I have a json file where I can find all the vendor mapping by mac prefix like this:
oui.json
{
"VendorMapping": [
{
"_mac_prefix": "00:00:00",
"_vendor_name": "XEROX CORPORATION"
},
{
"_mac_prefix": "00:00:01",
"_vendor_name": "XEROX CORPORATION"
},
{
"_mac_prefix": "00:00:02",
"_vendor_name": "XEROX CORPORATION"
},
{
"_mac_prefix": "00:00:03",
"_vendor_name": "XEROX CORPORATION"
},
{
"_mac_prefix": "00:00:04",
"_vendor_name": "XEROX CORPORATION"
},
....
I started my script by making a foor loop in my CSV and a foor loop in the json to find the matching vendor mapping for each mac address of my CSV:
import json
import os
from time import time
start = time()
f = open("oui.json")
data = json.load(f)
file = open("data.csv")
content = file.readlines()[1:]
for line in content:
mac = line.split(',')[1]
print(mac)
for oui in data["VendorMapping"]:
if mac.upper().startswith(oui["_mac_prefix"]):
print(oui["_vendor_name"])
break
print(f'Total time: {time() - start}')
It took me 49 seconds to get all the vendor mapping for all the mac adresses. But I want to make it much faster.

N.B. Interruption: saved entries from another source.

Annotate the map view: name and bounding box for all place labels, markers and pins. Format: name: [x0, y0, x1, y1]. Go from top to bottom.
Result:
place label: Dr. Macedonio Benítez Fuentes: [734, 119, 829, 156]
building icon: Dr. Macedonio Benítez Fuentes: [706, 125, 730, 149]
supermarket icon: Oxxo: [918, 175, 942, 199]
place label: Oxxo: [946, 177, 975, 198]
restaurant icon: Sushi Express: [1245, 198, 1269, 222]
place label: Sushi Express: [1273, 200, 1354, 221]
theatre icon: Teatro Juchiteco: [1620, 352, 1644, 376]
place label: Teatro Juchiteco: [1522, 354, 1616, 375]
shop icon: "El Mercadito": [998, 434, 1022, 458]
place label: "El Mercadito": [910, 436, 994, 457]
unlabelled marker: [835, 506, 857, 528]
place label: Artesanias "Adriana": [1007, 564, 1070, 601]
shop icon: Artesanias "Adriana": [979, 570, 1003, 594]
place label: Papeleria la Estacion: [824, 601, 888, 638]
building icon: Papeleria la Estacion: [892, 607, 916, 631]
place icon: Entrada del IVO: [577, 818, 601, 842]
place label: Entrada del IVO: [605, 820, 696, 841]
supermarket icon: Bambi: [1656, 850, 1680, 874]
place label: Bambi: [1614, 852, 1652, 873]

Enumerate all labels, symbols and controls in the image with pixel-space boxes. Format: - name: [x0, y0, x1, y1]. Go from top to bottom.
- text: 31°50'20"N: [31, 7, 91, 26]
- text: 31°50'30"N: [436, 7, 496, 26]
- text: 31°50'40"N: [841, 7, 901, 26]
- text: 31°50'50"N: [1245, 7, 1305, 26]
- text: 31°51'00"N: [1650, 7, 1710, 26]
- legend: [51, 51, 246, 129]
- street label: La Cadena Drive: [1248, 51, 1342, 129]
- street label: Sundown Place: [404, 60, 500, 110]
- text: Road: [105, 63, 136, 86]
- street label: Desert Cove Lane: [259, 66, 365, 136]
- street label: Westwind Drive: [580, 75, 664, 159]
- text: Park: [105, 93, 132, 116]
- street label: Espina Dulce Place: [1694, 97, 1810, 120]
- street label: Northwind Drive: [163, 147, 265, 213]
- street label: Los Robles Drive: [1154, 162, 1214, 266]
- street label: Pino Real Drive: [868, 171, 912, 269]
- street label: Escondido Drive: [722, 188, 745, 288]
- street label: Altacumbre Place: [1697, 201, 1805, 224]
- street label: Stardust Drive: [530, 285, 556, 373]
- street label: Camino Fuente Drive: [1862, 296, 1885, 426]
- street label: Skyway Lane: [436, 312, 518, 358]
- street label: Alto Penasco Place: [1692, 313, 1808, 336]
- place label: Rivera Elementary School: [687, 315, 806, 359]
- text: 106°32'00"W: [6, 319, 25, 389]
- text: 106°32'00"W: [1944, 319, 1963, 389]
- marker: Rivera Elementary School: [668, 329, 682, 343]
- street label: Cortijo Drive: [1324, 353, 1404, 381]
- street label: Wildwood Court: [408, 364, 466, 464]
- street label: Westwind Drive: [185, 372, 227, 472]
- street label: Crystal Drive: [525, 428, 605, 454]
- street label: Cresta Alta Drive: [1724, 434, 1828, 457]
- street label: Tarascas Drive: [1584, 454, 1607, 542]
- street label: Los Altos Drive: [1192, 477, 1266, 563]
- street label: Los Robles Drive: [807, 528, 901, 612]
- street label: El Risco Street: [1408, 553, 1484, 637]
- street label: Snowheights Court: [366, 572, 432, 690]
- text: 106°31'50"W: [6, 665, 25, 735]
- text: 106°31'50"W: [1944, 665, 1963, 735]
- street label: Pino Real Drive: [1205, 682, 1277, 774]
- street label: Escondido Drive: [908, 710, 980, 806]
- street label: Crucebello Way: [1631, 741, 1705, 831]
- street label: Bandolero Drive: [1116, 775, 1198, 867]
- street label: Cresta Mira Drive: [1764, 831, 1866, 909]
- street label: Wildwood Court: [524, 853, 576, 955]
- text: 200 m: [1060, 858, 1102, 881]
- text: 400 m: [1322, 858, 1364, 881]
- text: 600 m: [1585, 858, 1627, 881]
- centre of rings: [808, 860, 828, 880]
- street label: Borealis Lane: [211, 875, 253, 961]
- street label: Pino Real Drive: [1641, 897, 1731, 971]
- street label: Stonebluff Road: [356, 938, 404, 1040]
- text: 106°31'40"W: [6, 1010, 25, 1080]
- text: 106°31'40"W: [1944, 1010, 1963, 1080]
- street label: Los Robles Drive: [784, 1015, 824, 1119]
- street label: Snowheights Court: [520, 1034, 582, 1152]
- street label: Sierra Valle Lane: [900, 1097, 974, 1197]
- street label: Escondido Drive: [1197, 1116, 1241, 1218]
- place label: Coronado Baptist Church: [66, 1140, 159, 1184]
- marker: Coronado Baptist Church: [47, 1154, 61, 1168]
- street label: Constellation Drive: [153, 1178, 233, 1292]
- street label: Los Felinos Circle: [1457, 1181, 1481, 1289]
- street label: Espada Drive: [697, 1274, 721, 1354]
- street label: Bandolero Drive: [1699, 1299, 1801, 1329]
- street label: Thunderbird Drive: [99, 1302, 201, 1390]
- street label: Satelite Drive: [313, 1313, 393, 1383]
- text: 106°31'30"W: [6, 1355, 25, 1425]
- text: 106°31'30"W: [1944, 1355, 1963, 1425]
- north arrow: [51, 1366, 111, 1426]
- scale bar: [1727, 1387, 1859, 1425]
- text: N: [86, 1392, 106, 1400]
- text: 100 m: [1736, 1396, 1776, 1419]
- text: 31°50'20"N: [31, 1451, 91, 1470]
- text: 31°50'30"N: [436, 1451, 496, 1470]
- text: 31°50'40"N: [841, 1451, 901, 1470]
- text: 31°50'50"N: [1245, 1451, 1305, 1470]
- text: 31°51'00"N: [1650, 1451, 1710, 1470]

For that, I decided to use asyncIO like that:
import json
import asyncio
import os
from time import time
start = time()
f = open('oui.json')
data = json.load(f)
file = open("api/data.csv")
content = file.readlines()[1:]
tasks = []
async def vendormapping(line):
mac = line.split(',')[1]
print(mac)
for oui in data["VendorMapping"]:
if mac.upper().startswith(oui["_mac_prefix"]):
print(oui["_vendor_name"])
break
async def main():
for line in content:
tasks.append(vendormapping(line))
await asyncio.gather(*tasks)
asyncio.run(main())
print(f"All took {time() - start}")
I think I'm doing something wrong because it's taking 39 seconds to proceed. I was expecting something faster. Can someone please help me?
Thank you,
CodePudding user response:
asyncio is a single threaded IO. As in even though you're async you're not actually processing anything in parallel. AsyncIO is more used when there is a lot of waiting involved in your workloads. In this scenario there is no waiting. its just pure throughput.
Ive refactored your code to use multiprocessing instead. Which is more suited to raw throughput than AsyncIO. In my testing i cut the time down from 15 seconds to 4. (using spoofed data i guessed)
def vendormapping(line):
mac = line.split(',')[1]
print(mac)
for oui in data["VendorMapping"]:
if mac.upper().startswith(oui["_mac_prefix"]):
print(oui["_vendor_name"])
break
def main():
with Pool() as p:
p.map(vendormapping, content)
if __name__ == '__main__':
main()
print(f"All took {time() - start}")